● **Study material**
════════════════════

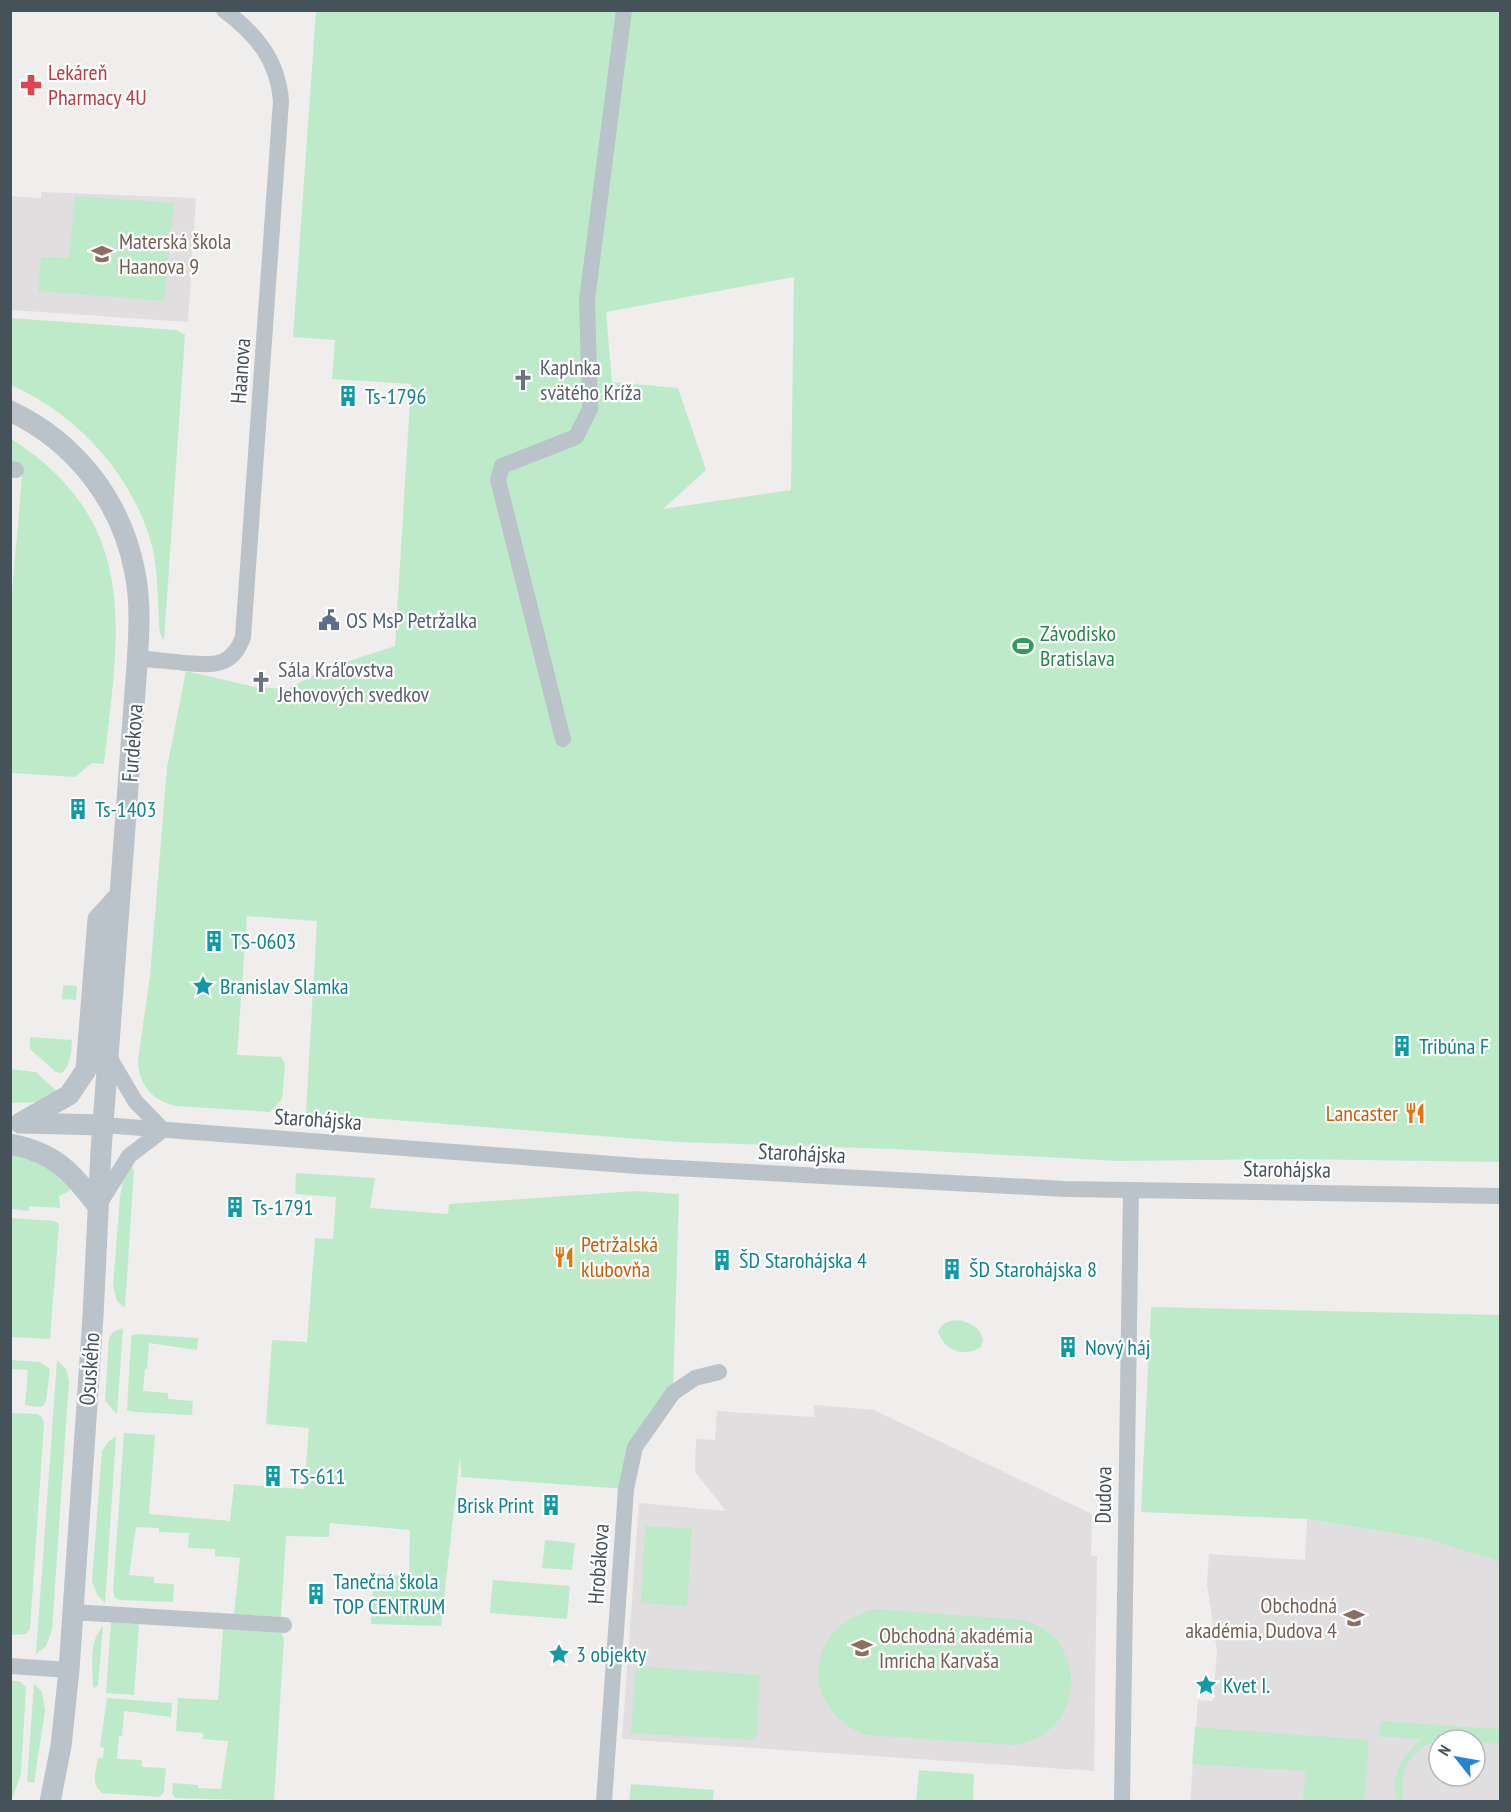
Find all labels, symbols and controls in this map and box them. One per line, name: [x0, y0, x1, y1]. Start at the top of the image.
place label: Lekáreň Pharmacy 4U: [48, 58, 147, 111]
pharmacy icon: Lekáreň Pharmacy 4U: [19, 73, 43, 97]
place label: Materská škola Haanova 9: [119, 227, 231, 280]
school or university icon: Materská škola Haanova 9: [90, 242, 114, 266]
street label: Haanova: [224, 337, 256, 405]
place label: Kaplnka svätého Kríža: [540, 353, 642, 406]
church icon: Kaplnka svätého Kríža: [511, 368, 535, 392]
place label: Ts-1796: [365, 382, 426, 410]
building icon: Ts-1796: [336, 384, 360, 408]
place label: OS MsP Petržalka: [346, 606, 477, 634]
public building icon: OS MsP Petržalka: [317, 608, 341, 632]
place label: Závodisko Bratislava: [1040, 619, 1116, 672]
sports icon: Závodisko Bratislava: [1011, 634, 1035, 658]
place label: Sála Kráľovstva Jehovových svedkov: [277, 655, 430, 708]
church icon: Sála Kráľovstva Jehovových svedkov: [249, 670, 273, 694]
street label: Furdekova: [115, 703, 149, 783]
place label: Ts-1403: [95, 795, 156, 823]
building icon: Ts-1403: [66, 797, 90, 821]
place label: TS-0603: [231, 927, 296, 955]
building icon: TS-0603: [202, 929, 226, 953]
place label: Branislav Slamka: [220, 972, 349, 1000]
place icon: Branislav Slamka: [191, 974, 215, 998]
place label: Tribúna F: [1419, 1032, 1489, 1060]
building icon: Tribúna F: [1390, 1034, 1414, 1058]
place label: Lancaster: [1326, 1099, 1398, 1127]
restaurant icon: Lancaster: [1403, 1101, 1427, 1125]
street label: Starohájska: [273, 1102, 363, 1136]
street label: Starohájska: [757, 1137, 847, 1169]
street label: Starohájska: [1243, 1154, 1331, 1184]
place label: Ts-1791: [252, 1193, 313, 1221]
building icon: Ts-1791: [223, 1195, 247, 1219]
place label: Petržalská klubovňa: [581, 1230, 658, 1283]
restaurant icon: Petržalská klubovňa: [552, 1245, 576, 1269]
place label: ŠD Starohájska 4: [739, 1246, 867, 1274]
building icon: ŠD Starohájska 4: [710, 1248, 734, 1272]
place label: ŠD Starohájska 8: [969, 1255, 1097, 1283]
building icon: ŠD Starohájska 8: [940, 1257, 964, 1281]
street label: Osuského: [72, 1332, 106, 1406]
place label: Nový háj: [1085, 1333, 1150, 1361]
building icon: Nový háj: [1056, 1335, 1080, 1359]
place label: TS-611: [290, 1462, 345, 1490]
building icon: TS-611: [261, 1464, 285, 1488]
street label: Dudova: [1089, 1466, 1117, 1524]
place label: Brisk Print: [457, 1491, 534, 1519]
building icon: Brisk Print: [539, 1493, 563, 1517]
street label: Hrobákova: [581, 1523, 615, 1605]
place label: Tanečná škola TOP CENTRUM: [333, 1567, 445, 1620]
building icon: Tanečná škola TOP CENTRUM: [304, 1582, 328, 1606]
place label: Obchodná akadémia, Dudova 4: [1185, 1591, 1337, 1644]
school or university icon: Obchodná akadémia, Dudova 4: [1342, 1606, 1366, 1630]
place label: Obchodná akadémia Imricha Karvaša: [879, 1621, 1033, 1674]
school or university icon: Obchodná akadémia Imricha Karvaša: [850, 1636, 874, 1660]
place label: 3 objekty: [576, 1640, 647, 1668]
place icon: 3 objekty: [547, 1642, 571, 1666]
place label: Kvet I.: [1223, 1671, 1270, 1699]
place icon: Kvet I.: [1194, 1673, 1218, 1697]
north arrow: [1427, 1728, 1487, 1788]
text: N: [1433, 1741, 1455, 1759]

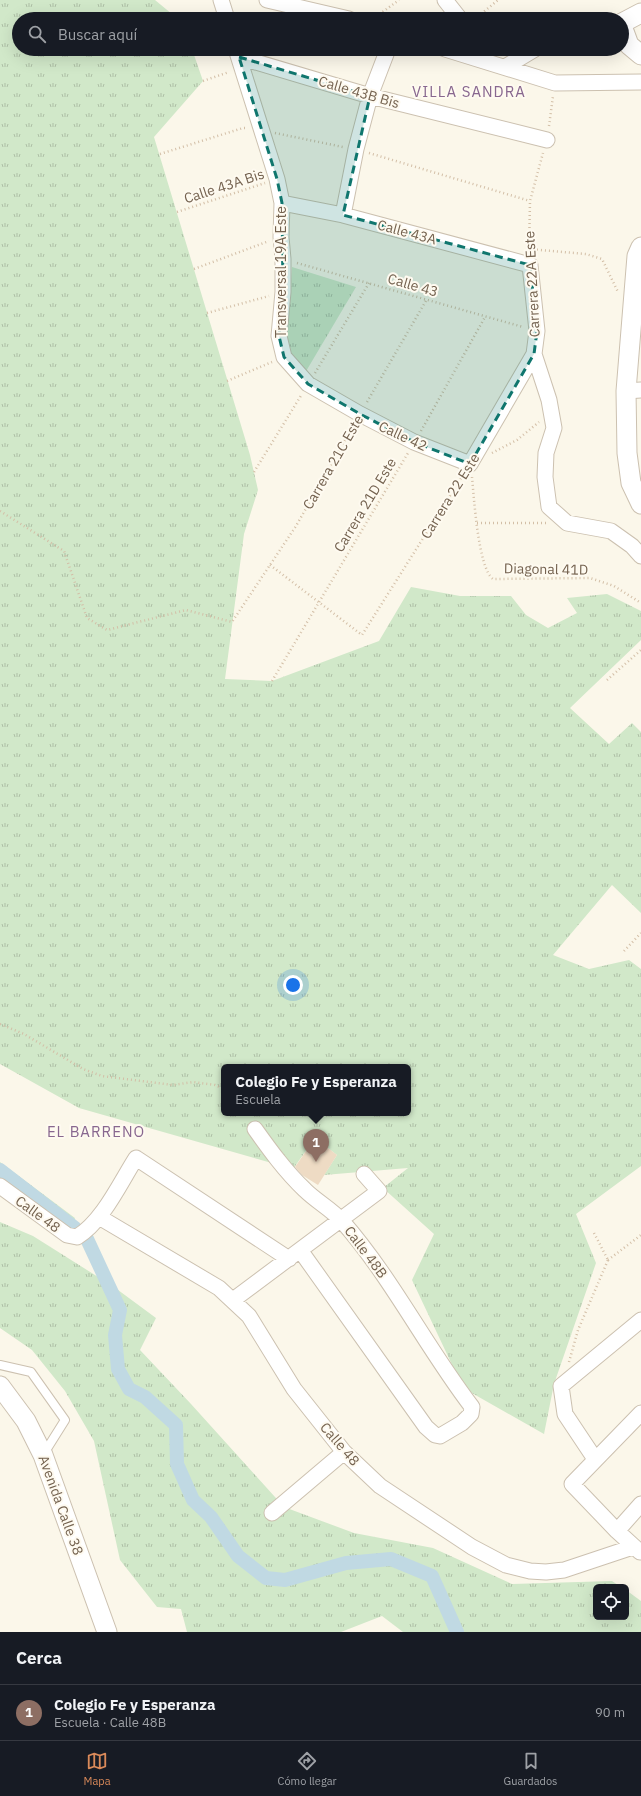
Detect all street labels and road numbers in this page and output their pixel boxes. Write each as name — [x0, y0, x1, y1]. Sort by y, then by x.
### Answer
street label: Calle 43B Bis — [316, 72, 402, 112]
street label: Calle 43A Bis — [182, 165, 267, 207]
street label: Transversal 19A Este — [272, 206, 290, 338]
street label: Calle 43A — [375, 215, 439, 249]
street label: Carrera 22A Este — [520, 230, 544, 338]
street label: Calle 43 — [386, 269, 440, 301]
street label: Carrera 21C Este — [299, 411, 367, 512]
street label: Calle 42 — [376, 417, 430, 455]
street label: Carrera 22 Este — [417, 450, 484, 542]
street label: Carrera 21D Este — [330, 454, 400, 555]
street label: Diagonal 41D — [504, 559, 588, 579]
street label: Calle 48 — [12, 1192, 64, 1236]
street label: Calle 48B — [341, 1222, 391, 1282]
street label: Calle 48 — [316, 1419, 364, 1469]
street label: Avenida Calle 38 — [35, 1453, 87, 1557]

════════════════════

● **Task details**
Whenever the string "Lekáreň" shows up in a line of the records, copy that line.

● **Answer space**
place label: Lekáreň Pharmacy 4U: [48, 58, 147, 111]
pharmacy icon: Lekáreň Pharmacy 4U: [19, 73, 43, 97]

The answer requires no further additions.